# Exercise - NumPy to CuPy - `ndarray` Basics

Let's revisit our first NumPy exercise and try porting it to CuPy.

In [15]:
import numpy as np
import cupy as cp

xp = cp

Create the input data array with the numbers `1` to `500_000_000`.

In [16]:
arr = xp.arange(1, 500_000_001)
arr

array([        1,         2,         3, ..., 499999998, 499999999,
       500000000])

Calculate how large the array is in GB with `nbytes`.

In [17]:
arr.nbytes / 1e9

4.0

How many dimensions does the array have?

In [18]:
arr.ndim # `len(arr.shape)` also works, but is longer to type.

1

How many elements does the array have?

In [19]:
arr.size # For 1D array, `arr.shape[0]` also works, but `arr.size` multiplies the size of all dimensions.

500000000

What is the shape of the array?

In [20]:
arr.shape

(500000000,)

Create a new array with `5_000_000` elements containing equally spaced values between `0` to `1000` (inclusive).

In [21]:
arr = xp.linspace(0, 1000, 5_000_000, endpoint=True)
arr

array([0.0000000e+00, 2.0000004e-04, 4.0000008e-04, ..., 9.9999960e+02,
       9.9999980e+02, 1.0000000e+03])

Create a random array that is `10_000` by `5_000`.

In [22]:
arr = xp.random.rand(10_000, 5_000)
arr

array([[0.30388162, 0.15822512, 0.00286212, ..., 0.61119194, 0.24825195,
        0.21273523],
       [0.34926561, 0.6586961 , 0.88773327, ..., 0.13818685, 0.43676093,
        0.81181609],
       [0.72333416, 0.86124634, 0.59755301, ..., 0.23371152, 0.28002043,
        0.69306837],
       ...,
       [0.92018622, 0.54895313, 0.01193115, ..., 0.98508866, 0.50779427,
        0.48790585],
       [0.48466694, 0.86603534, 0.45511161, ..., 0.10740881, 0.48809623,
        0.36465386],
       [0.57836419, 0.65872789, 0.46128811, ..., 0.44591221, 0.28785918,
        0.55808207]])

Sort that array.

In [23]:
arr = xp.sort(arr)
arr

array([[7.39767191e-05, 2.96843576e-04, 6.12392604e-04, ...,
        9.99809127e-01, 9.99848644e-01, 9.99904338e-01],
       [3.36582828e-04, 4.44429575e-04, 1.05085069e-03, ...,
        9.99596910e-01, 9.99840365e-01, 9.99869106e-01],
       [1.66456844e-04, 3.18810953e-04, 3.64184564e-04, ...,
        9.99592186e-01, 9.99746421e-01, 9.99968319e-01],
       ...,
       [3.82024716e-05, 1.41508506e-04, 1.56391343e-04, ...,
        9.99706703e-01, 9.99875133e-01, 9.99977863e-01],
       [1.15853027e-04, 4.38459673e-04, 5.02324922e-04, ...,
        9.99388580e-01, 9.99629079e-01, 9.99832854e-01],
       [5.14081430e-05, 1.49291079e-04, 1.86902801e-04, ...,
        9.99762622e-01, 9.99903318e-01, 9.99966381e-01]])

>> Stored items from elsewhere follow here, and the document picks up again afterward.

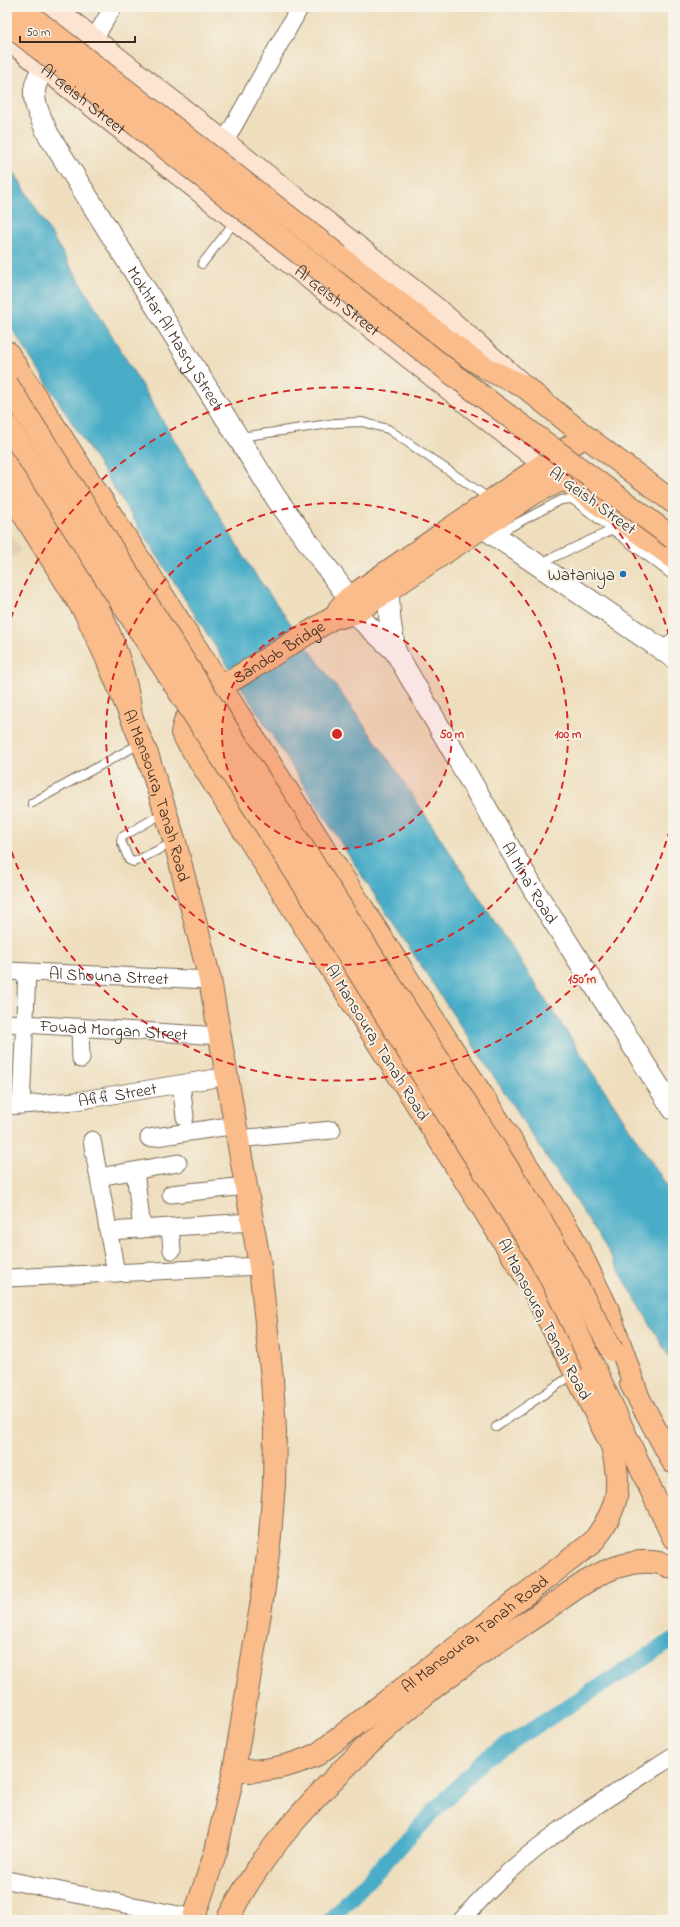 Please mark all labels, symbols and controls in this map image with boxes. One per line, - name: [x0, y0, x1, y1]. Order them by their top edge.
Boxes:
- scale bar: [20, 18, 135, 44]
- text: 50 m: [26, 24, 50, 42]
- street label: Al Geish Street: [35, 58, 131, 142]
- street label: Al Geish Street: [289, 260, 385, 343]
- street label: Mokhtar Al Masry Street: [120, 262, 229, 416]
- street label: Al Geish Street: [543, 461, 641, 542]
- place label: Wataniya: [548, 563, 615, 589]
- marker: Wataniya: [618, 569, 628, 579]
- street label: Sandob Bridge: [228, 615, 330, 691]
- street label: Al Mansoura, Tanah Road: [116, 706, 196, 885]
- text: 50 m: [440, 726, 465, 744]
- text: 100 m: [555, 726, 582, 744]
- centre of rings: [330, 727, 344, 741]
- street label: Al Mina' Road: [495, 838, 564, 929]
- street label: Al Mansoura, Tanah Road: [318, 960, 435, 1126]
- street label: Al Shouna Street: [48, 962, 170, 992]
- text: 150 m: [568, 971, 597, 989]
- street label: Fouad Morgan Street: [38, 1014, 189, 1048]
- street label: Afifi Street: [76, 1077, 159, 1114]
- street label: Al Mansoura, Tanah Road: [490, 1234, 597, 1405]
- street label: Al Mansoura, Tanah Road: [396, 1569, 555, 1700]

Let's benchmark CuPy's sort against NumPy's sort.

In [24]:
arr_np = np.random.rand(10_000, 5_000)

%timeit np.sort(arr_np)
%timeit cp.sort(arr)

439 ms ± 41.2 ms per loop (mean ± std. dev. of 7 runs, 1 loop each)
137 ms ± 221 µs per loop (mean ± std. dev. of 7 runs, 10 loops each)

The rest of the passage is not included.